In my 20s I played a lot of fantasy baseball, but kids and work eventually made that time commitment harder to manage. Still, every January and February as the impatience for baseball starts to grow, I tend to start looking at some fantasy stuff just to pass the time. The Royals faces you expect to see are all there in the top 300 lists, but the one that jumped out at me was Bobby Witt Jr. He seemed a lot higher than I was expecting, even in points leagues. I knew his stolen base potential made him more attractive for rotisserie owners, but even without that advantage he was still put on par with Francisco Lindor. What, if anything, do fantasy outlets know that I don’t?

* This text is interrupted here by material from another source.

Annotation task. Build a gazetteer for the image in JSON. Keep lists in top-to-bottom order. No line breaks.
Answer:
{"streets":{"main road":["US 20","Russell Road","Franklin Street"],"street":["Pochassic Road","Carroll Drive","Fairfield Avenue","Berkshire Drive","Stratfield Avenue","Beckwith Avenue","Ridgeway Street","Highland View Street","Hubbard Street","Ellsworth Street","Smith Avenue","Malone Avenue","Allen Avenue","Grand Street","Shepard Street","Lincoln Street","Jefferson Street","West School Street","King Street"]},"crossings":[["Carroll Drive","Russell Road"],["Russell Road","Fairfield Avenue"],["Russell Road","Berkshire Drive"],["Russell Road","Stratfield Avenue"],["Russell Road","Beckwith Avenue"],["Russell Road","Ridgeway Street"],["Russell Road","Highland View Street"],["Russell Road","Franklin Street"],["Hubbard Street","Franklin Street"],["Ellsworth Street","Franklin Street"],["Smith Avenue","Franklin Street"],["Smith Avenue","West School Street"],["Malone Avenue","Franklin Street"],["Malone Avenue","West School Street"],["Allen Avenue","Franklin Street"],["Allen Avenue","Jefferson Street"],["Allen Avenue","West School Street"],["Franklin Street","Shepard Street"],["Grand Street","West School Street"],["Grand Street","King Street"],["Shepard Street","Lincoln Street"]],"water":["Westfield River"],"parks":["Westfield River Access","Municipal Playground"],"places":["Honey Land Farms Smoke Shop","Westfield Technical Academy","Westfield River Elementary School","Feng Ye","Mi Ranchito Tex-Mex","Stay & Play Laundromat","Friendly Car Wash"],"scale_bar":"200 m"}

The craziest draft is at NFBC where Bobby is being taken in the first or second round with an average of seventh overall. This high selection is due to rules that make stolen bases worth a lot more than at other places, and thus inflates his value a lot. Still, a couple of other sites have him going very high, and Yahoo! has him at 15th overall. To see a bit more, I signed up for a team on ESPN, and though he is a bit lower, many people are still drafting Witt in the first few rounds. They have him as the fifth-ranked shortstop and 40th-ranked overall in the points format. In traditional rotisserie he is ranked similarly. It is clear that their projection system is expecting a lot of growth out of Bobby.
Since it is a points-system for most fantasy leagues, that is what it focuses on for the projection, but ESPN gives the slash line too. Their line for Witt is .273/.322/.482, which is a lot better than any other projections I have seen. That is about a 20-point increase in batting average, almost 30 in OBP, and almost 55 in slugging over last season. Most projection systems are expecting increases, but of about half that magnitude, for instance, ZIPS has him at .263/.313/.462 and all the other Fangraphs projections are somewhere near that. That puts most of his projections at 110 wRC+ give or take a few points. ESPN’s would have him above 120 I think, though I am having to eyeball that not knowing if their overall average projections are higher.

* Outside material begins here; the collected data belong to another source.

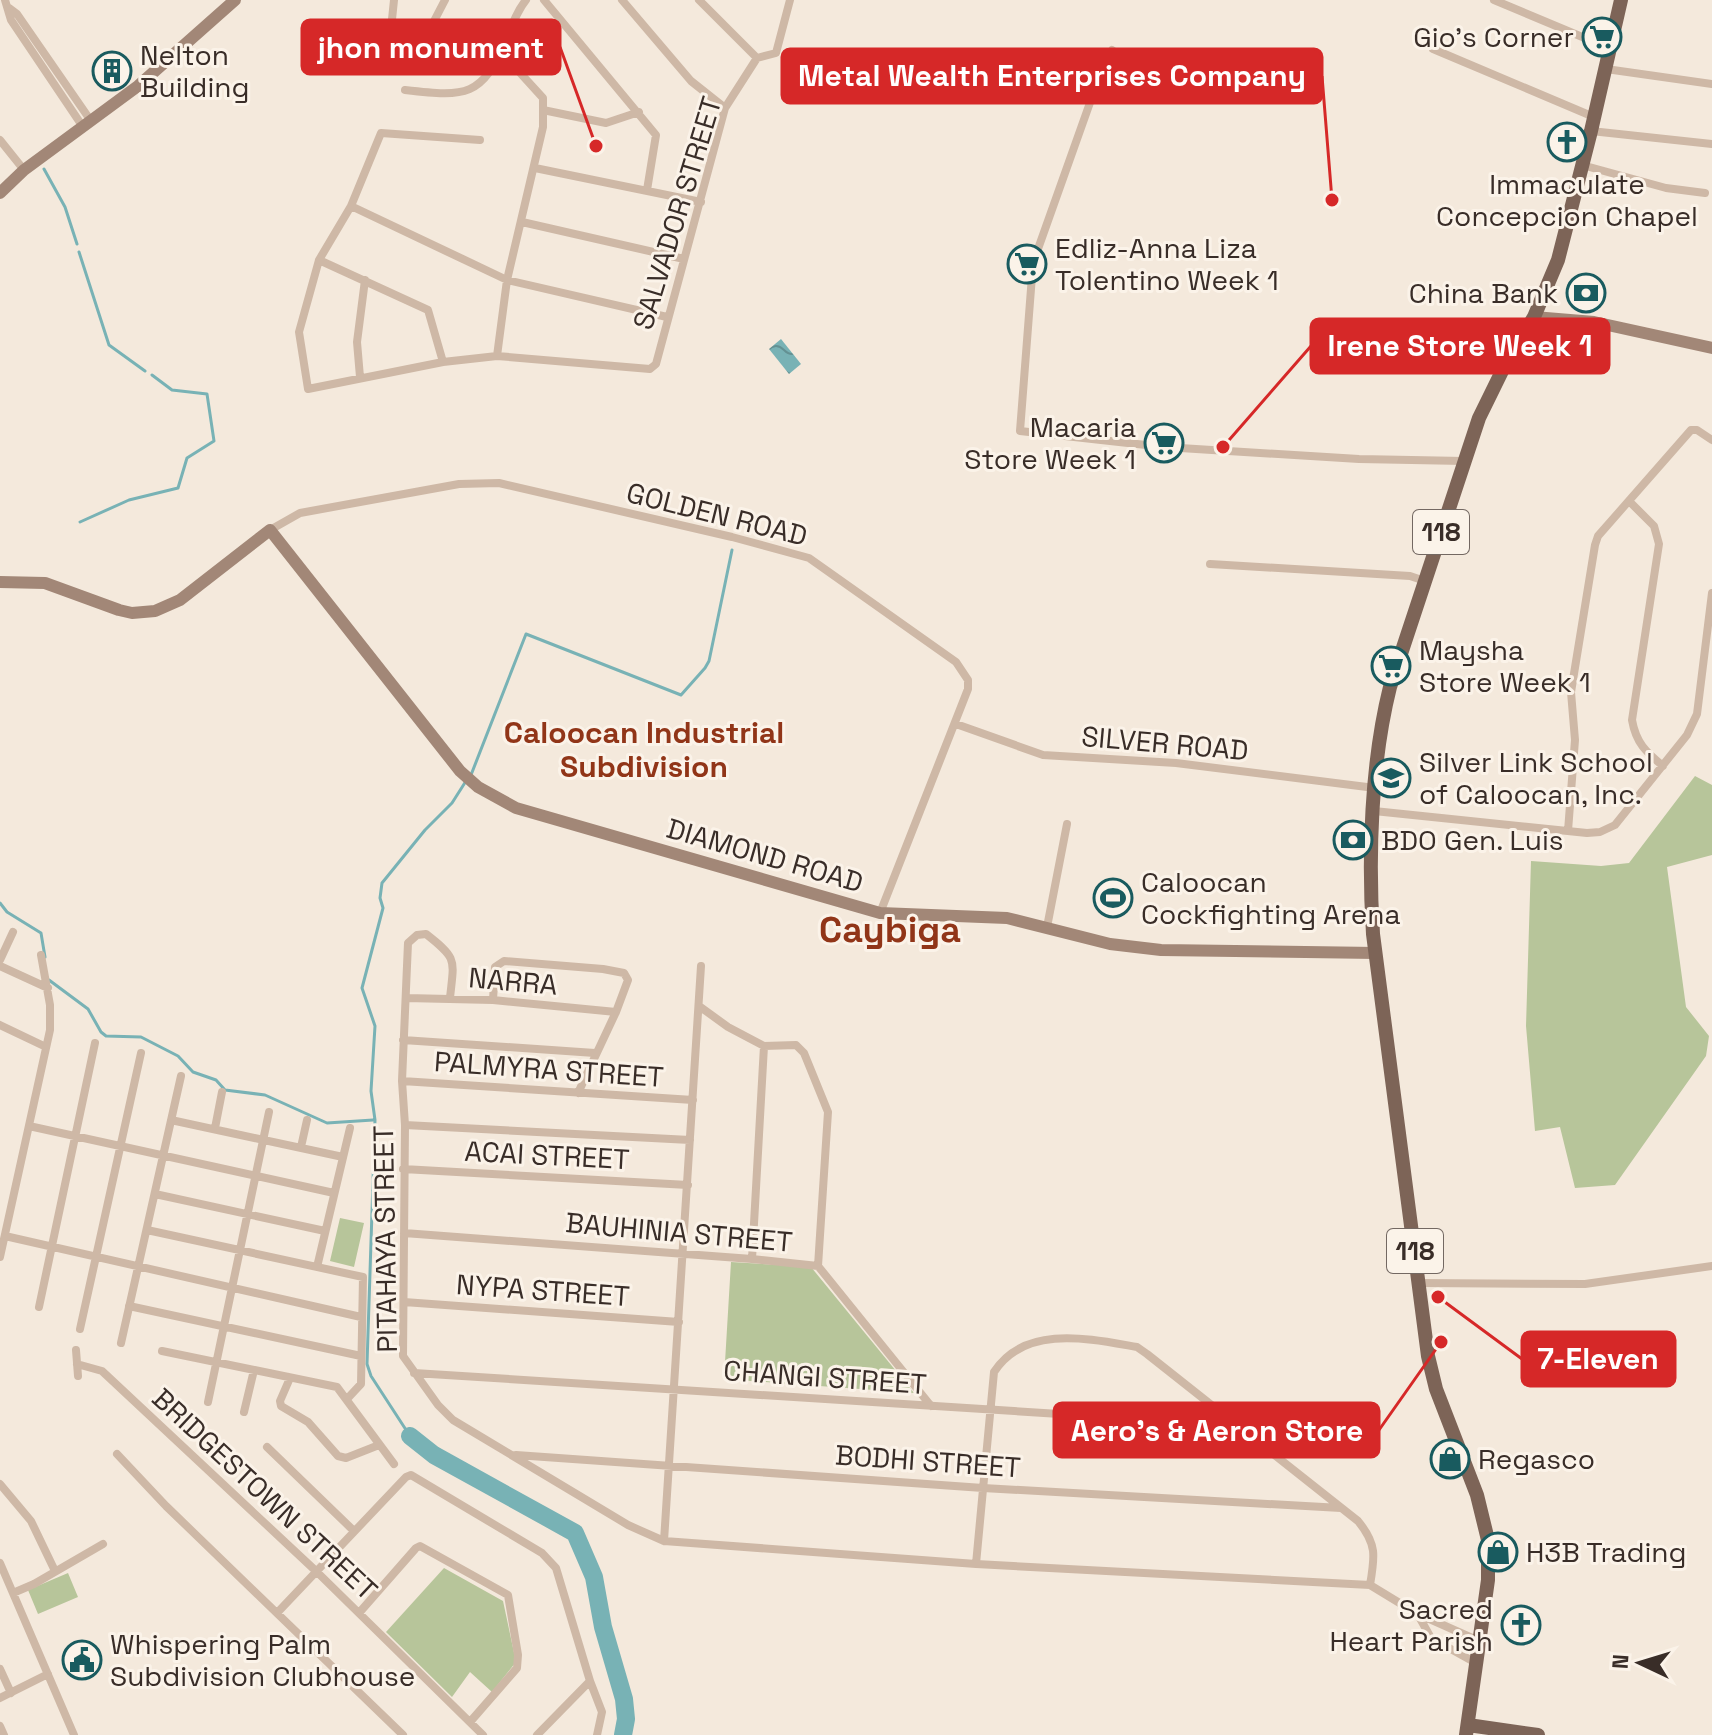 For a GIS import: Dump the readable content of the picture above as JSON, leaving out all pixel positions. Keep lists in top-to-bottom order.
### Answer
{
  "streets": {
    "main road": ["118", "DIAMOND ROAD"],
    "street": [
      "SALVADOR STREET",
      "GOLDEN ROAD",
      "SILVER ROAD",
      "NARRA",
      "PALMYRA STREET",
      "ACAI STREET",
      "BAUHINIA STREET",
      "PITAHAYA STREET",
      "NYPA STREET",
      "CHANGI STREET",
      "BODHI STREET",
      "BRIDGESTOWN STREET"
    ]
  },
  "crossings": [
    ["GOLDEN ROAD", "SILVER ROAD"],
    ["GOLDEN ROAD", "DIAMOND ROAD"],
    ["118", "SILVER ROAD"],
    ["118", "DIAMOND ROAD"],
    ["NARRA", "PITAHAYA STREET"],
    ["PALMYRA STREET", "PITAHAYA STREET"],
    ["ACAI STREET", "PITAHAYA STREET"],
    ["BAUHINIA STREET", "PITAHAYA STREET"],
    ["BAUHINIA STREET", "CHANGI STREET"],
    ["PITAHAYA STREET", "NYPA STREET"],
    ["PITAHAYA STREET", "CHANGI STREET"],
    ["PITAHAYA STREET", "BODHI STREET"]
  ],
  "districts": ["Caloocan Industrial Subdivision", "Caybiga"],
  "places": {
    "supermarket": [
      "Gio's Corner",
      "Edliz-Anna Liza Tolentino Week 1",
      "Macaria Store Week 1",
      "Maysha Store Week 1"
    ],
    "building": ["Nelton Building"],
    "church": ["Immaculate Concepcion Chapel", "Sacred Heart Parish"],
    "other": [
      "jhon monument",
      "Metal Wealth Enterprises Company",
      "Irene Store Week 1",
      "7-Eleven",
      "Aero's & Aeron Store"
    ],
    "bank": ["China Bank", "BDO Gen. Luis"],
    "school or university": ["Silver Link School of Caloocan, Inc."],
    "sports": ["Caloocan Cockfighting Arena"],
    "shop": ["Regasco", "H3B Trading"],
    "public building": ["Whispering Palm Subdivision Clubhouse"]
  },
  "north": "left"
}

I would love to see projection distributions to be able to tell if there is something in particular that these different systems are keying on, but I don’t think anyone publishes all of their projections for each player with that level of detail. I have seen Dan Szymborski reference player percentile projections at times, it just isn’t something publicly available for all the players as far as I know.

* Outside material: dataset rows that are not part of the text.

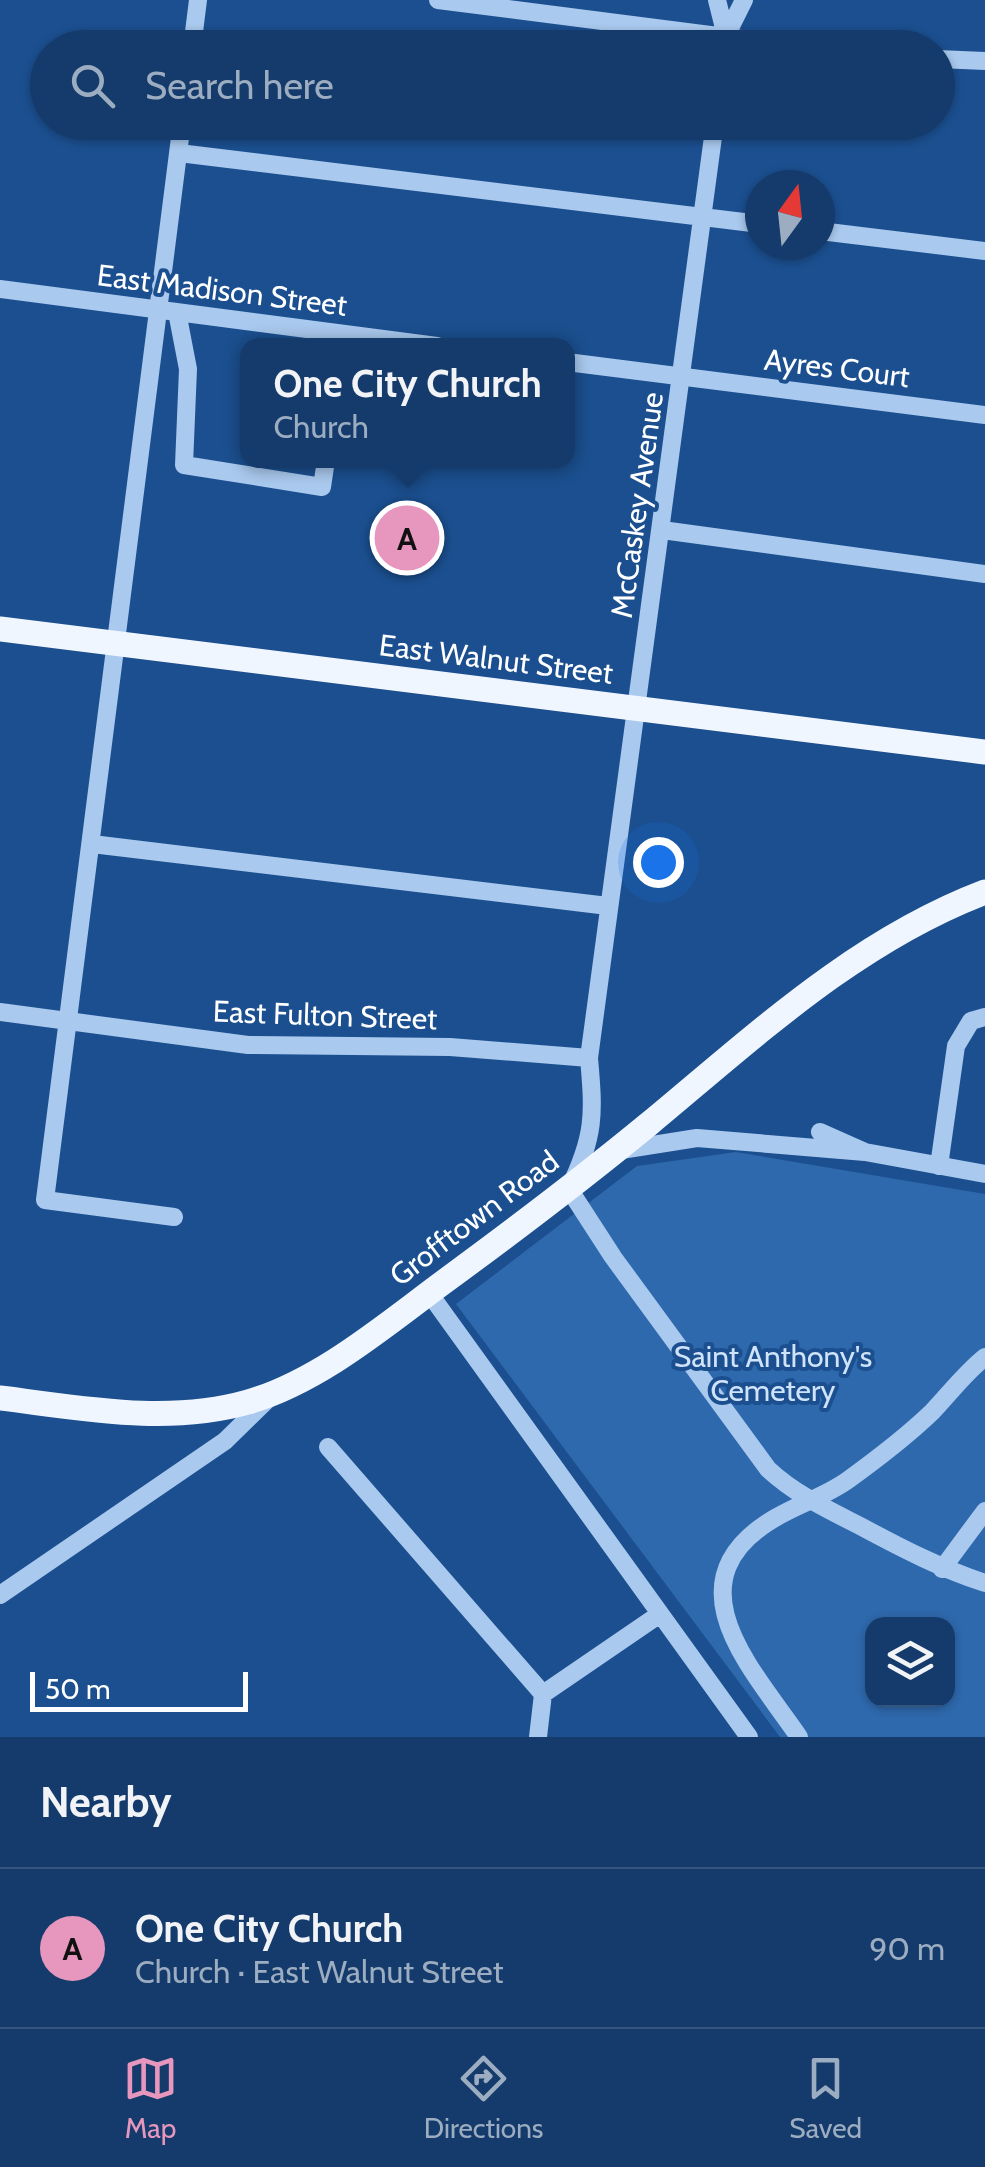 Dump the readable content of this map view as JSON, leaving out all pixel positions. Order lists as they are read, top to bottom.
{
  "streets": {
    "main road": ["East Walnut Street", "Grofftown Road"],
    "street": [
      "East Madison Street",
      "Ayres Court",
      "McCaskey Avenue",
      "East Fulton Street"
    ]
  },
  "crossings": [
    ["Ayres Court", "McCaskey Avenue"],
    ["McCaskey Avenue", "East Walnut Street"],
    ["McCaskey Avenue", "East Fulton Street"],
    ["McCaskey Avenue", "Grofftown Road"]
  ],
  "parks": ["Saint Anthony's Cemetery"],
  "scale_bar": "50 m",
  "north": "top",
  "page": {
    "search": "Search here",
    "popup": ["One City Church", "Church"],
    "pins": "A",
    "scale": "50 m",
    "heading": "Nearby",
    "list": [
      {
        "mark": "A",
        "name": "One City Church",
        "note": "Church · East Walnut Street",
        "value": "90 m"
      }
    ],
    "nav": ["Map", "Directions", "Saved"]
  }
}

Anyway, I’m not sure it means anything. In some ways, fantasy outlets have an incentive to inflate numbers overall to get people more excited for drafting. Maybe if someone tracked fantasy projections over a few years versus the non-fantasy projection systems we could learn if they are more optimistic. If you told me I could lock in .273/.322/.482 for the coming year right now on Bobby Witt, then I would do it. It might give up some upside, as again I’m sure his 90th-percentile projections are pretty good, but that would be a solid second season. It just seemed interesting that fantasy baseball players seem more excited about Witt than anyone else does.